(Exercise material)
=== Begin Enclosure ===

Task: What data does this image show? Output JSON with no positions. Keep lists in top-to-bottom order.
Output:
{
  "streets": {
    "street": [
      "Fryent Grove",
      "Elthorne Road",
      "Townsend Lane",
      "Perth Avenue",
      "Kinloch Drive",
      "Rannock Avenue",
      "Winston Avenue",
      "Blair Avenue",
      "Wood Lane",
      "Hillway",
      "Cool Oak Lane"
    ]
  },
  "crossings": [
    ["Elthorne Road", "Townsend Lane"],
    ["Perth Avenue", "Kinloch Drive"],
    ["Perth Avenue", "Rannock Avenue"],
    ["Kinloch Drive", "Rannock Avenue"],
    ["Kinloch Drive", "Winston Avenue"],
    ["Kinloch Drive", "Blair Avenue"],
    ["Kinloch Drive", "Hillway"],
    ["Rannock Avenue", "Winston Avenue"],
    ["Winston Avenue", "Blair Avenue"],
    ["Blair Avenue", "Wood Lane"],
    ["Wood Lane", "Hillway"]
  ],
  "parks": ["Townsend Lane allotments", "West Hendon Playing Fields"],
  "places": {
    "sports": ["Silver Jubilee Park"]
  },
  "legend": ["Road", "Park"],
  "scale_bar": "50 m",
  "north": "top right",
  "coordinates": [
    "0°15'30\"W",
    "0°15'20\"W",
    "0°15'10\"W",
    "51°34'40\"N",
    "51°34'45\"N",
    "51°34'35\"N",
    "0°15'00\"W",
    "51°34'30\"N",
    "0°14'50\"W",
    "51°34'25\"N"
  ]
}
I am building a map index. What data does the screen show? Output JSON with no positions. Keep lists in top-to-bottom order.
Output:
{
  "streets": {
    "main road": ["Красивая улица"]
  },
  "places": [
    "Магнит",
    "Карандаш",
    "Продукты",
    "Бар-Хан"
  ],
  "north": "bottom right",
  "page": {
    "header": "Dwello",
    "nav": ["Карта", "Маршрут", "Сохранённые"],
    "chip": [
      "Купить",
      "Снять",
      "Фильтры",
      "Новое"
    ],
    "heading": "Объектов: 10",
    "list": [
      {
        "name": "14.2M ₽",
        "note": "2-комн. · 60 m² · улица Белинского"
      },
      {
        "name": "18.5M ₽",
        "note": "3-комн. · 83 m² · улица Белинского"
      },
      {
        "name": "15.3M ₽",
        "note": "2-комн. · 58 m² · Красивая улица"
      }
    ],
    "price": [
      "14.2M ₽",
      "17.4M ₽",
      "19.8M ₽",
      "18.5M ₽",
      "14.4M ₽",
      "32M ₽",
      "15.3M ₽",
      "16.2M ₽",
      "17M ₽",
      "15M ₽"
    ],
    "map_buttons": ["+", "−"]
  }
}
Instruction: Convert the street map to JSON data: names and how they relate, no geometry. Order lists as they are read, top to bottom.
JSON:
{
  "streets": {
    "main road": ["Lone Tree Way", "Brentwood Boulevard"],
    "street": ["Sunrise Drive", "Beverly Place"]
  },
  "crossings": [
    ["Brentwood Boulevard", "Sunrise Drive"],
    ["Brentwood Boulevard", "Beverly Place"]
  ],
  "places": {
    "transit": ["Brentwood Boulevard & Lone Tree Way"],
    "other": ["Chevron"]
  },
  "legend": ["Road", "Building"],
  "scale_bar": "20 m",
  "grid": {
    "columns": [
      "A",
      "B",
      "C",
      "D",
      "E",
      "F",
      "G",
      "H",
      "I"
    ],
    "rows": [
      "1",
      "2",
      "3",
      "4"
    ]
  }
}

=== End Enclosure ===

(What you are asked to do)
The full set of entries must be printed again without any alteration.

(Answer for this exercise)
Task: What data does this image show? Output JSON with no positions. Keep lists in top-to-bottom order.
Output:
{
  "streets": {
    "street": [
      "Fryent Grove",
      "Elthorne Road",
      "Townsend Lane",
      "Perth Avenue",
      "Kinloch Drive",
      "Rannock Avenue",
      "Winston Avenue",
      "Blair Avenue",
      "Wood Lane",
      "Hillway",
      "Cool Oak Lane"
    ]
  },
  "crossings": [
    ["Elthorne Road", "Townsend Lane"],
    ["Perth Avenue", "Kinloch Drive"],
    ["Perth Avenue", "Rannock Avenue"],
    ["Kinloch Drive", "Rannock Avenue"],
    ["Kinloch Drive", "Winston Avenue"],
    ["Kinloch Drive", "Blair Avenue"],
    ["Kinloch Drive", "Hillway"],
    ["Rannock Avenue", "Winston Avenue"],
    ["Winston Avenue", "Blair Avenue"],
    ["Blair Avenue", "Wood Lane"],
    ["Wood Lane", "Hillway"]
  ],
  "parks": ["Townsend Lane allotments", "West Hendon Playing Fields"],
  "places": {
    "sports": ["Silver Jubilee Park"]
  },
  "legend": ["Road", "Park"],
  "scale_bar": "50 m",
  "north": "top right",
  "coordinates": [
    "0°15'30\"W",
    "0°15'20\"W",
    "0°15'10\"W",
    "51°34'40\"N",
    "51°34'45\"N",
    "51°34'35\"N",
    "0°15'00\"W",
    "51°34'30\"N",
    "0°14'50\"W",
    "51°34'25\"N"
  ]
}
I am building a map index. What data does the screen show? Output JSON with no positions. Keep lists in top-to-bottom order.
Output:
{
  "streets": {
    "main road": ["Красивая улица"]
  },
  "places": [
    "Магнит",
    "Карандаш",
    "Продукты",
    "Бар-Хан"
  ],
  "north": "bottom right",
  "page": {
    "header": "Dwello",
    "nav": ["Карта", "Маршрут", "Сохранённые"],
    "chip": [
      "Купить",
      "Снять",
      "Фильтры",
      "Новое"
    ],
    "heading": "Объектов: 10",
    "list": [
      {
        "name": "14.2M ₽",
        "note": "2-комн. · 60 m² · улица Белинского"
      },
      {
        "name": "18.5M ₽",
        "note": "3-комн. · 83 m² · улица Белинского"
      },
      {
        "name": "15.3M ₽",
        "note": "2-комн. · 58 m² · Красивая улица"
      }
    ],
    "price": [
      "14.2M ₽",
      "17.4M ₽",
      "19.8M ₽",
      "18.5M ₽",
      "14.4M ₽",
      "32M ₽",
      "15.3M ₽",
      "16.2M ₽",
      "17M ₽",
      "15M ₽"
    ],
    "map_buttons": ["+", "−"]
  }
}
Instruction: Convert the street map to JSON data: names and how they relate, no geometry. Order lists as they are read, top to bottom.
JSON:
{
  "streets": {
    "main road": ["Lone Tree Way", "Brentwood Boulevard"],
    "street": ["Sunrise Drive", "Beverly Place"]
  },
  "crossings": [
    ["Brentwood Boulevard", "Sunrise Drive"],
    ["Brentwood Boulevard", "Beverly Place"]
  ],
  "places": {
    "transit": ["Brentwood Boulevard & Lone Tree Way"],
    "other": ["Chevron"]
  },
  "legend": ["Road", "Building"],
  "scale_bar": "20 m",
  "grid": {
    "columns": [
      "A",
      "B",
      "C",
      "D",
      "E",
      "F",
      "G",
      "H",
      "I"
    ],
    "rows": [
      "1",
      "2",
      "3",
      "4"
    ]
  }
}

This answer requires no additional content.